I think this greatly depends on time control.
If for example we were speaking 1 min / move as in A0 paper we could estimate expected performance of A0 on single high-end consumer GPU like 1080Ti.

4xTPU = 80 kN/s
1x1080Ti = 2kN/s (estimated value for big A0 net)

that means at 1min we would get 120 000 nodes total for 1080Ti.
Looking at the scaling graph at the A0 paper that puts it around 1s thinking time on 4xTPU. And incidently at 1s the A0 on 4xTPU is performing basically comparable to SF8 @ 64 core machine, 1minute per move.
So if you were after performance / $ and time control >= 1 move per minute then A0 seems a winner there.
Daniel Shawul wrote: Well for alpha-beta engines faster search (tactics) seems to have won over bulky but accurate evaluation .
It's not only better evaluation but also the much better pruning - when we are speaking about A0.
If you only improve eval, which results to it being more time expensive without updating how variations get pruned than of course the overall effect will be weaker elo. However if you have "something" that can effectively guide the search (like NN for example) which in turn will reduce the search branching factor then it's clear that it must be beneficial to the resulting strength at least for limiting case of thinking time approaching infinity :)

This should be obvious as any inefficiency in eval function means only a constant slowdown, while lower branching factor means exponential speedup which given enough thinking time will overcome any possible constant slowdown.
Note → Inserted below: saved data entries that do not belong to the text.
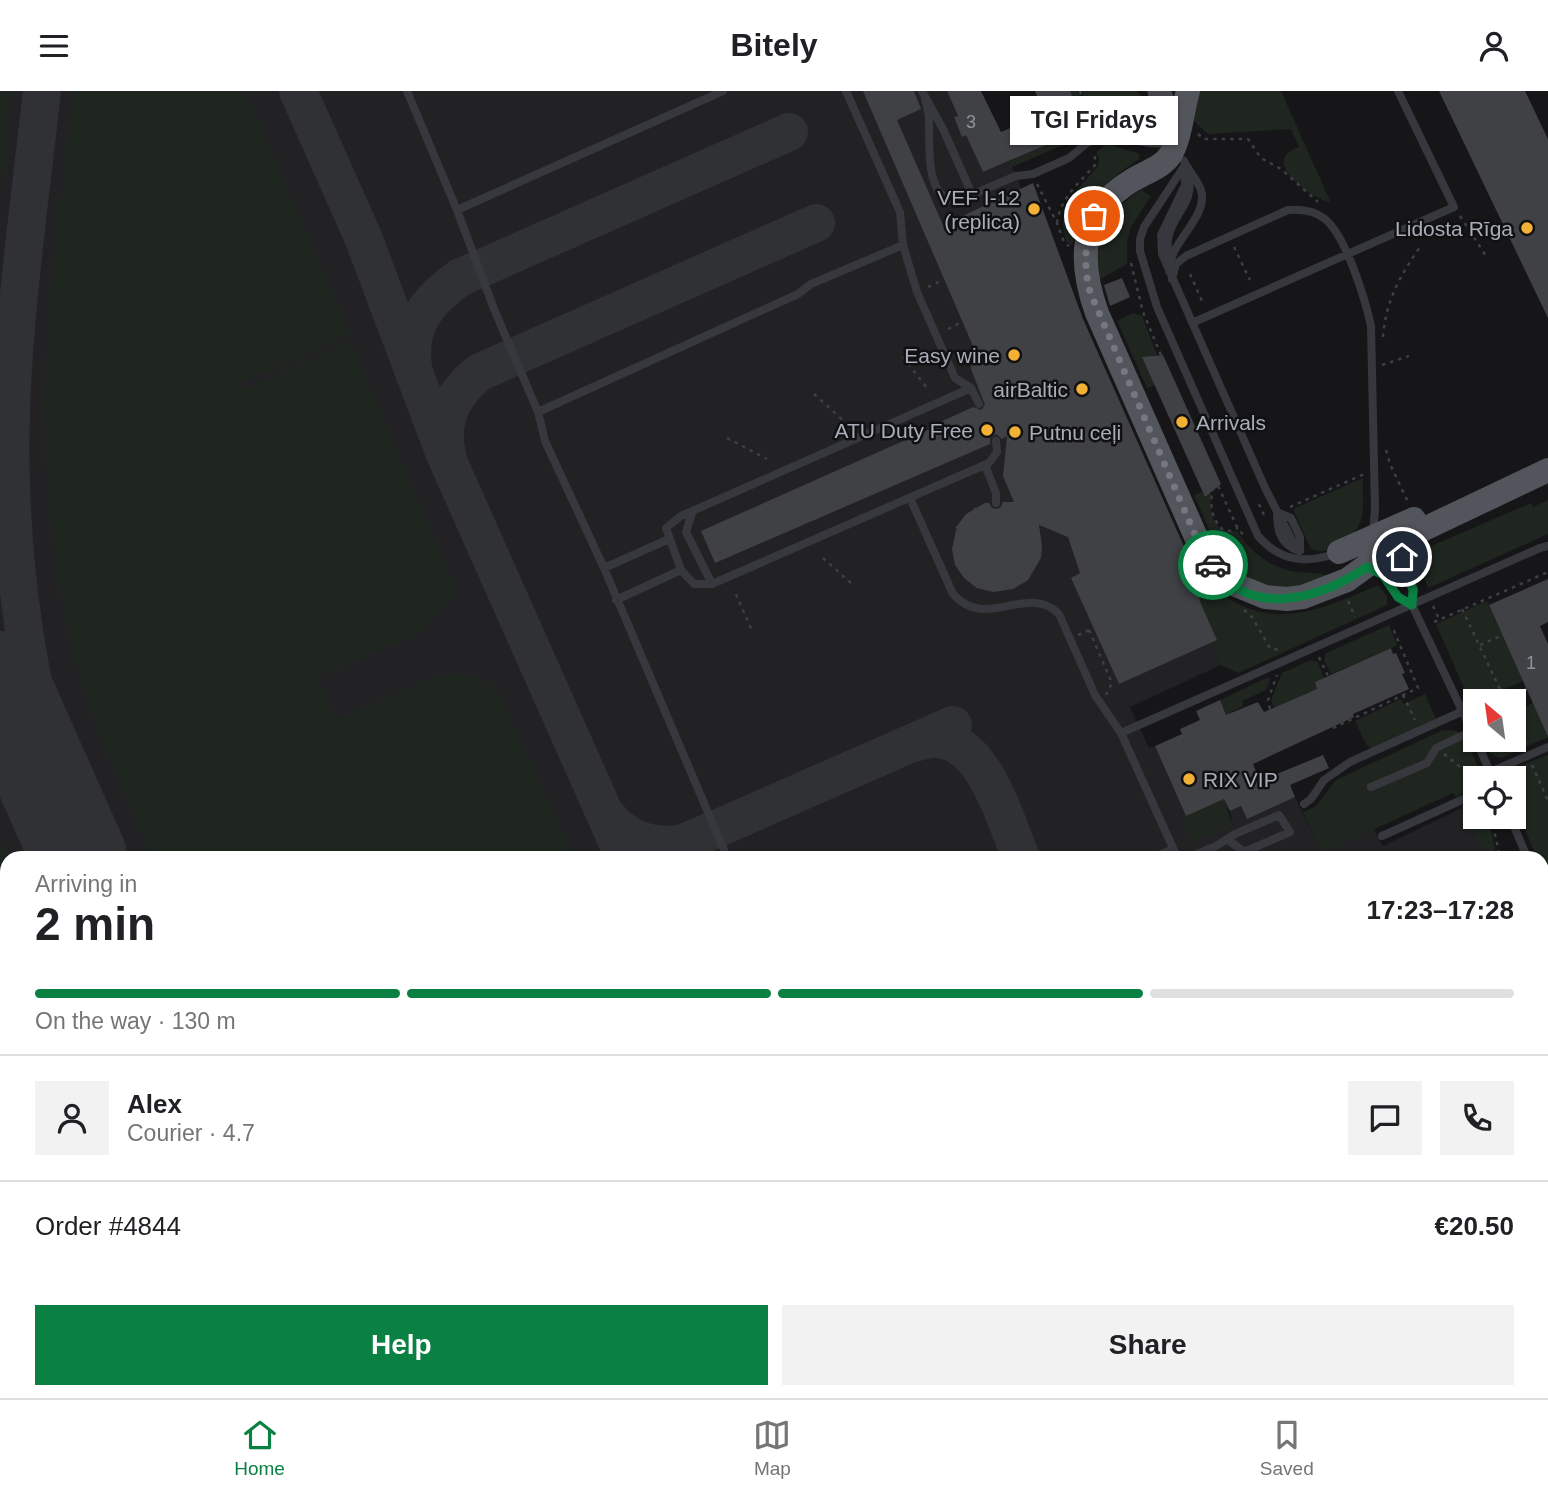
<!DOCTYPE html>
<html lang="en">
<head>
<meta charset="utf-8">
<style>
	body { margin:0; font-family:Helvetica,sans-serif; background:#f2f2f2; color:#202124; height:100vh; display:flex; flex-direction:column; font-size:26px; white-space:nowrap }
	* { box-sizing:border-box; margin:0 }
	p { font-size:23px; color:#757577 }
	.icon { flex:none; width:38px; height:38px; fill:none; stroke:currentColor; stroke-width:2; stroke-linecap:round; stroke-linejoin:round }
	.map { position:relative; flex:1; overflow:hidden }
	.sheet { position:absolute; left:0px; top:760px; width:1549px; height:548px; display:flex; flex-direction:column; background:#fff; border-radius:21px 21px 0 0; box-shadow:0 2px 5px #0004 }
	.sheet>* { flex:none }
	.needle { width:46px; rotate:331deg }
	.buttons { position:absolute; left:1463px; top:598px; display:grid; gap:14px }
	.buttons a { display:grid; place-items:center; width:63px; height:63px; border-radius:0px; background:#fff; box-shadow:0 2px 5px #0004; font-size:35px }
	.pin { position:absolute; display:grid; place-items:center; width:60px; height:60px; color:#fff; margin:-30px; border:4px solid #fff; border-radius:50%; box-shadow:0 2px 7px #0007 }
	.courier { position:absolute; display:grid; place-items:center; width:70px; height:70px; margin:-35px; border:5px solid #0b8043; border-radius:50%; background:#fff; color:#222; box-shadow:0 2px 9px #0007 }
	.bubble { position:absolute; height:49px; border-radius:0px; background:#fff; box-shadow:0 2px 5px #0004; font-size:23px; font-weight:700; line-height:49px; text-align:center }
	.headline em { font-style:normal; font-weight:700 }
	.headline div { display:flex; flex-direction:column-reverse }
	.headline { display:flex; align-items:center; justify-content:space-between; height:119px; padding:0 35px }
	h1 { font-size:46px; font-weight:700; line-height:52px }
	.bar { display:grid; grid-template-columns:repeat(4,1fr); gap:10px 7px; align-content:center; height:84px; padding:0 35px }
	.bar i { height:9px; border-radius:5px; background:#e0e0e0 }
	.bar .active { background:#0b8043 }
	.bar p { grid-column:span 4 }
	.line { display:flex; align-items:center; gap:18px; padding:0 35px; border-top:2px solid #e0e0e0 }
	.line div { flex:1 }
	.round { display:grid; place-items:center; flex:none; width:74px; height:74px; border-radius:0px; background:#f2f2f2 }
	.primary-button { display:flex; gap:14px; margin-top:auto; padding:14px 35px }
	.primary-button a { flex:1; height:80px; border-radius:0px; background:#0b8043; color:#fff; font-size:28px; font-weight:700; line-height:80px; text-align:center }
	.primary-button a+a { background:#f2f2f2; color:#202124 }
	header { display:flex; justify-content:space-between; align-items:center; height:91px; padding:0 35px; background:#fff; font-size:32px; font-weight:700 }
	.dock { display:flex; justify-content:space-around; align-items:center; height:98px; border-top:2px solid #e0e0e0; background:#fff; font-size:19px; color:#757577 }
	.dock a { display:grid; justify-items:center; gap:4px }
	.dock .active { color:#0b8043 }
	.map>svg:first-child { display:block }
	.built { fill:#222225 }
	.green { fill:#1e261f }
	.lines { fill:none; stroke-linecap:round; stroke-linejoin:round }
	.taxiway { stroke:#303135; stroke-width:38 }
	.runway { stroke:#303135; stroke-width:96 }
	.building { fill:#404145 }
	.path { stroke:#3d3f44; stroke-width:2.5; stroke-dasharray:3.5 5; stroke-linecap:butt }
	.lane { stroke:#37383d; stroke-width:8 }
	.secondary { stroke:#45474d; stroke-width:23 }
	.primary { stroke:#53555c; stroke-width:24 }
	.done { stroke:#757880; stroke-width:7; stroke-dasharray:0 12.6 }
	.route { stroke:#0b8043; stroke-width:9 }
	.poi-dot { fill:#f2b134; stroke:#111113; stroke-width:2.5 }
	.labels { text-anchor:middle; dominant-baseline:central; stroke-width:5; stroke-linejoin:round; paint-order:stroke }
	.number-label { font-size:18px; fill:#8e929b }
	.poi-label { font-size:21px; fill:#a8adb8; stroke:#111113; text-anchor:end }
</style>
</head>
<body>
<header><svg class="icon" aria-label="menu" viewBox="0 0 24 24"><path d="M4 6h16M4 12h16M4 18h16"/></svg>Bitely<svg class="icon" aria-label="person" viewBox="0 0 24 24"><circle cx="12" cy="8" r="4"/><path d="M4 21q1-7 8-7t8 7"/></svg></header>
<div class="map">
<svg width="1548" height="1307" viewBox="0 0 1548 1307">
	<rect width="100%" height="100%" fill="#161618"/>
	<!-- built -->
	<path class="built" d="M0 0H947L983 81 1010 70 1221 574 1130 616 1149 657 1155 655 1186 725 1181 727 1233 735 1230 720 1241 715 1247 727 1295 706 1313 743 1364 720 1383 755 1462 717 1485 766H7V1300H1542V863L1548 860V1307H0Z"/>
	<!-- green -->
	<path class="green" d="M0 0H11L0 110Z
		M73 0H245L350 242 240 293 242 299 351 251 456 499 424 540 318 586 336 629 439 584 465 582 495 594 574 766H151C123 698 90 631 73 559 49 457 39 347 47 243 53 162 64 81 73 0Z
		M1070 0H1078L1086 44 1012 76 1010 70 1086 37Z
		M1082 0H1137L1155 28 1150 41 1113 37 1094 41 1091 39Z
		M1197 0H1281L1331 112C1311 107 1258 70 1299 56L1291 38 1208 43 1190 26Z
		M1107 53 1140 63 1139 68C1099 95 1088 109 1072 154L1067 151C1053 119 1079 98 1098 75L1099 68 1096 61Z
		M1141 99 1151 105 1131 136 1127 151V173L1099 189C1098 180 1095 169 1096 160 1099 132 1119 113 1141 99Z
		M1133 222 1142 225 1157 264 1143 266 1155 294 1147 297 1117 230Z
		M1363 387C1362 420 1369 437 1337 454 1328 460 1322 462 1311 458L1293 418Z
		M1202 401 1205 405 1211 401C1209 420 1213 444 1237 440 1250 461 1272 478 1297 481 1308 482 1320 481 1331 486L1300 497 1264 495 1233 480 1223 470 1194 404Z
		M1548 409V443L1428 497 1415 462 1531 412 1533 416Z
		M1194 478C1256 544 1304 527 1378 494L1387 505V514L1238 582 1221 574 1211 552 1191 479Z
		M1487 510 1523 590 1476 611 1468 606 1436 533Z
		M1389 534 1397 554 1331 583 1324 569 1326 562Z
		M1311 569 1318 571 1324 587 1315 591 1317 598 1274 617 1271 609 1282 582Z
		M1266 587H1271L1266 599 1242 610 1243 615 1226 624 1220 609Z
		M1425 603 1436 628 1373 657 1367 655 1355 630 1401 608 1404 613Z
		M1533 612 1548 646 1501 667 1491 663 1486 649H1514V621Z
		M1443 639 1457 640 1467 650 1481 683 1479 688H1475L1472 698 1456 706 1453 702 1322 762 1303 721 1316 715 1336 689Z
		M1547 664 1548 665V789L1542 776V766H1537C1526 742 1514 714 1514 688H1509V683L1514 678Z
		M1224 708 1233 735 1192 752 1181 727Z
		M1475 709V726H1488L1497 766H1485L1461 715Z
		M0 750 7 766V1293L0 1296Z
		M98 1300H227L234 1307H83Z
		M393 1300H828L831 1307H397Z"/>
	<g class="lines">
		<!-- taxiway -->
		<path class="taxiway" d="M42 0C27 138 4 279 12 419 16 496 27 574 46 650 57 689 70 728 82 766
			M298 0 363 146 444 361 624 766
			M413 276C407 233 428 210 459 187L789 41
			M447 363C439 329 454 301 480 281L816 132
			M914 652C921 650 929 648 936 648 985 649 1005 730 1021 766
			M605 722C625 748 651 758 684 752L953 634
			M874 1300 877 1307
			M1302 1300 1305 1307"/>
		<!-- runway -->
		<path class="runway" d="M0 588 79 766
			M315 1300 318 1307"/>
	</g>
	<!-- building -->
	<path class="building" d="M863 0H914L921 18 897 29 943 134 1033 92 1083 228 1186 460 1201 513 1217 549 1119 593 1071 487 1080 482 1068 446 1039 434 1042 455 1041 467 1028 489 1013 498 993 501 977 497 964 487 955 474 952 458 957 435 966 423 985 412H989L992 417 997 418 1001 416 1003 411H1014L1003 385 1007 345 1002 348 996 343 990 347V353L715 472 701 440 939 334 938 332 969 318 973 316 981 319 985 314 971 278 972 264 976 262Z
		M947 0H981L1001 41 1044 22 1035 0H1070L1086 37 983 81 966 44 962 46 954 26 958 25Z
		M1439 0H1525L1548 48V227Z
		M1122 187 1130 206 1110 215 1104 194Z
		M1163 264 1221 393 1205 406 1142 266Z
		M1548 488V531L1540 535 1548 553V646L1489 514Z
		M1391 557 1393 563 1396 562 1405 582 1402 583 1409 598 1353 623 1354 626 1253 673 1260 690 1323 664 1329 677 1290 694 1295 706 1247 728 1241 715 1230 720 1224 708 1186 725 1155 655 1182 643 1180 638 1200 629 1196 620 1220 609 1226 624 1258 611 1264 621 1317 598 1315 591Z"/>
	<g class="lines">
		<!-- path -->
		<path class="path" d="M1080 0 1089 41
			M1198 43 1204 48H1248L1261 67 1281 78 1318 111
			M1037 93 1057 132 1064 151 1069 155
			M1460 125 1486 165
			M1057 132C1060 107 1080 91 1096 73L1094 62
			M1234 156 1250 189
			M1131 172 1143 221 1161 264
			M1190 183 1202 210
			M928 196 943 189
			M1052 200 1058 198
			M948 238 962 231
			M1383 246C1386 209 1400 185 1420 156
			M903 266 927 297
			M1382 274 1409 265
			M814 303 847 333
			M1109 322 1119 318
			M727 347 767 368
			M1187 356 1192 354 1190 349
			M1386 359 1390 373 1408 411
			M1215 388C1210 406 1208 425 1223 439L1231 440 1238 437
			M1218 395 1238 438 1246 447
			M1128 411 1116 417 1121 429 1133 423
			M1259 413 1265 426
			M1071 415 1089 457
			M1290 416 1364 383
			M974 417 981 429C941 460 990 506 1017 475 1025 465 1025 455 1023 444
			M956 436 968 443
			M715 454 722 469
			M823 467 852 493
			M1005 485 1008 499
			M977 497 983 482
			M736 503 753 542
			M1348 510 1355 526
			M1433 515 1439 528
			M1462 518 1506 611
			M1244 519 1252 526 1270 557 1279 559
			M1434 531 1548 481
			M1089 539 1112 592 1106 604
			M1078 544 1094 537
			M1480 554 1503 544
			M1319 566 1328 585
			M1403 604 1415 629
			M1493 611 1527 598
			M1270 618 1268 609 1277 584
			M1514 626 1527 655
			M1333 637 1418 597 1392 535
			M1444 663 1475 688
			M1532 674 1548 710
			M1491 726 1500 766
			M1542 858 1546 865"/>
		<!-- lane -->
		<path class="lane" d="M407 0 457 119 494 218 538 321 545 350 604 477 727 766
			M846 0 900 121 903 154 917 201 955 287 971 297 979 313
			M922 0 943 38 972 103
			M925 8C927 15 929 23 929 30 930 52 924 110 957 110L1016 85 1033 83 1069 67 1087 52 1107 44 1149 52 1171 53
			M1185 74 1144 136 1140 148V160L1157 216 1258 445C1281 471 1306 473 1338 462
			M1185 76V94L1161 144 1162 163 1266 399 1292 449 1300 460
			M457 119 723 0
			M1169 166C1168 160 1167 154 1168 148 1172 122 1196 113 1188 83
			M1169 180C1169 150 1209 127 1201 99 1197 88 1189 80 1184 70
			M1172 188 1176 173 1186 165 1288 119C1301 118 1314 119 1325 128 1346 145 1365 208 1371 235L1375 418 1373 442
			M1192 232 1454 116 1398 0
			M971 297 681 425 666 437 681 479 694 493H712L989 372 997 361 996 350
			M538 321 798 203 811 193 903 154
			M985 374 996 402V412
			M910 407 953 503C987 541 1026 491 1059 523L1095 604 1121 642 1177 766
			M1277 421C1277 440 1280 453 1299 460
			M692 422 686 441 712 493
			M1279 422 1291 427 1300 446V459
			M1399 455 1414 499 1412 514 1475 647
			M604 477 669 448
			M1371 477 1383 484 1398 506 1412 514
			M616 509 681 479
			M1121 642 1540 457 1548 455
			M1476 649 1493 688
			M1490 681 1548 656
			M1371 696 1427 672 1436 657 1472 640
			M1304 713 1311 708 1324 689 1350 671 1463 620
			M1510 726 1527 766
			M1382 745 1475 703
			M1154 766 1173 758
			M1190 766 1216 755 1235 743 1279 724 1290 741 1244 761 1227 748
			M1422 766H1436
			M1542 800 1548 814
			M1542 914 1548 912
			M1542 1251 1548 1263
			M978 1300 981 1307
			M1106 1300 1109 1307
			M1241 1300 1244 1307
			M1369 1300 1372 1307"/>
		<!-- secondary -->
		<path class="secondary" d="M1159 0 1171 30 1175 53"/>
		<!-- primary -->
		<path class="primary" d="M1188 0C1182 20 1181 45 1171 63 1162 77 1145 81 1131 90 1079 122 1078 169 1097 222L1200 455 1218 481 1231 492 1265 506 1287 508 1303 506 1347 489 1398 452 1422 439 1548 379
			M1339 461 1414 428"/>
	</g>
	<g class="lines">
		<!-- done -->
		<path class="done" d="M1094 125C1085 152 1083 174 1090 201L1200 455 1213 474"/>
		<!-- route -->
		<path class="route" d="M1213 474C1251 529 1321 507 1367 476L1383 484 1398 506 1412 514 1413 499 1402 466"/>
	</g>
	<!-- markers -->
	<g class="poi-dot">
		<circle cx="1034" cy="118" r="7"/>
		<circle cx="1527" cy="137" r="7"/>
		<circle cx="1014" cy="264" r="7"/>
		<circle cx="1082" cy="298" r="7"/>
		<circle cx="1182" cy="331" r="7"/>
		<circle cx="987" cy="339" r="7"/>
		<circle cx="1015" cy="341" r="7"/>
		<circle cx="1189" cy="688" r="7"/>
	</g>
	<g class="labels">
		<!-- number labels -->
		<g class="number-label">
			<text x="971" y="31">3</text>
			<text x="1531" y="572">1</text>
		</g>
		<!-- poi labels -->
		<g class="poi-label">
			<text x="1020" y="106">VEF I-12<tspan x="1020" dy="24">(replica)</tspan></text>
			<text x="1513" y="137">Lidosta Rīga</text>
			<text x="1000" y="264">Easy wine</text>
			<text x="1068" y="298">airBaltic</text>
			<text x="1196" y="331" text-anchor="start">Arrivals</text>
			<text x="973" y="339">ATU Duty Free</text>
			<text x="1029" y="341" text-anchor="start">Putnu ceļi</text>
			<text x="1203" y="688" text-anchor="start">RIX VIP</text>
		</g>
	</g>
</svg>
<div class="buttons">
<a><svg class="needle" viewBox="-14 -14 28 28"><path d="M0-13l5 13h-10z" fill="#e53935"/><path d="M0 13l5-13h-10z" fill="#757577"/></svg></a>
<a><svg class="icon" aria-label="locate" viewBox="0 0 24 24"><circle cx="12" cy="12" r="6"/><path d="M12 2v4M12 18v4M2 12h4M18 12h4"/></svg></a>
</div>
<div class="pin" style="left:1094px;top:125px;background:#ea580c"><svg class="icon" aria-label="bag" viewBox="0 0 24 24"><path d="M5 8h14l-1 12H6zM9 8a3 3 0 0 1 6 0"/></svg></div>
<div class="pin" style="left:1402px;top:466px;background:#1f2937"><svg class="icon" aria-label="home" viewBox="0 0 24 24"><path d="M3 11l9-7 9 7M6 9v11h12V9"/></svg></div>
<div class="courier" style="left:1213px;top:474px"><svg class="icon" aria-label="car" viewBox="0 0 24 24"><path d="M5 17H2v-5l4-1 3-4h7l3 4 3 1v5h-3M9 17h6M6 11h13"/><circle cx="7" cy="17" r="2"/><circle cx="17" cy="17" r="2"/></svg></div>
<div class="bubble" style="left:1010px;top:5px;width:168px">TGI Fridays</div>
<section class="sheet">
<div class="headline"><div><h1>2 min</h1><p>Arriving in</p></div><em>17:23–17:28</em></div>
<div class="bar"><i class="active"></i><i class="active"></i><i class="active"></i><i></i><p>On the way · 130 m</p></div>
<div class="line" style="height:126px"><a class="round"><svg class="icon" aria-label="person" viewBox="0 0 24 24"><circle cx="12" cy="8" r="4"/><path d="M4 21q1-7 8-7t8 7"/></svg></a><div><b>Alex</b><p>Courier · 4.7</p></div><a class="round"><svg class="icon" aria-label="chat" viewBox="0 0 24 24"><path d="M4 5h16v11H9l-5 4z"/></svg></a><a class="round"><svg class="icon" aria-label="phone" viewBox="0 0 24 24"><path d="M5 4h4l2 5-3 2q2 4 5 5l2-3 5 2v4C11 20 4 13 5 4z"/></svg></a></div>
<div class="line" style="height:91px"><div>Order #4844</div><b>€20.50</b></div>
<div class="primary-button"><a>Help</a><a>Share</a></div>
</section>
</div>
<nav class="dock">
<a class="active"><svg class="icon" aria-label="home" viewBox="0 0 24 24"><path d="M3 11l9-7 9 7M6 9v11h12V9"/></svg>Home</a>
<a><svg class="icon" aria-label="map" viewBox="0 0 24 24"><path d="M3 6l6-2 6 2 6-2v14l-6 2-6-2-6 2zM9 4v14M15 6v14"/></svg>Map</a>
<a><svg class="icon" aria-label="saved" viewBox="0 0 24 24"><path d="M7 4h10v16l-5-4-5 4z"/></svg>Saved</a>
</nav>
</body>
</html>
As it stands around these days: A0 + 1080Ti is just enough to overcome the constant slowdown to be competitive with stockfish8 at 1min per move (and possibly even stronger on longer time controls with proper time management). However it's more or less clear that more powerfull GPUs will hit the market in the upcoming years so the NN constant slowdown will become less and less of a problem, while I don't expect to see any considerable progress on the CPU side of the things for traditional alpha-beta engines. You most likely can't scale effectively much beyond 64 cores: not today not in 5 years (and from looking at the "progress" desktop / server CPUs have made in terms of instructions per clock that doesn't leave much optimism either) While scaling is no problem in A0 approach and the more powerful hardware is more or less certain to arrive.
A0 was not better than SF8 even with 4TPUs. Rigged tests and and cherry picked results mean nothing.
Claiming A0 on 1080Ti would be on par or better than SF8 on 64 cores at 1min/move is just baseless claim (figure 2 from the paper is obviously fake since SF doesn't scale as shown and this has been demonstrated long ago).
What Daniel is constantly pointing is that alpha-beta as general search might not have the future, but there is absolutely zero evidence that NN evaluation is the key. A0 got its performance from massive amount of rollouts thanks to massive hardware. If you used better MCTS and AB for leaves evaluation instead of NN you could get better performance on comparably massive hardware (1k CPU cores).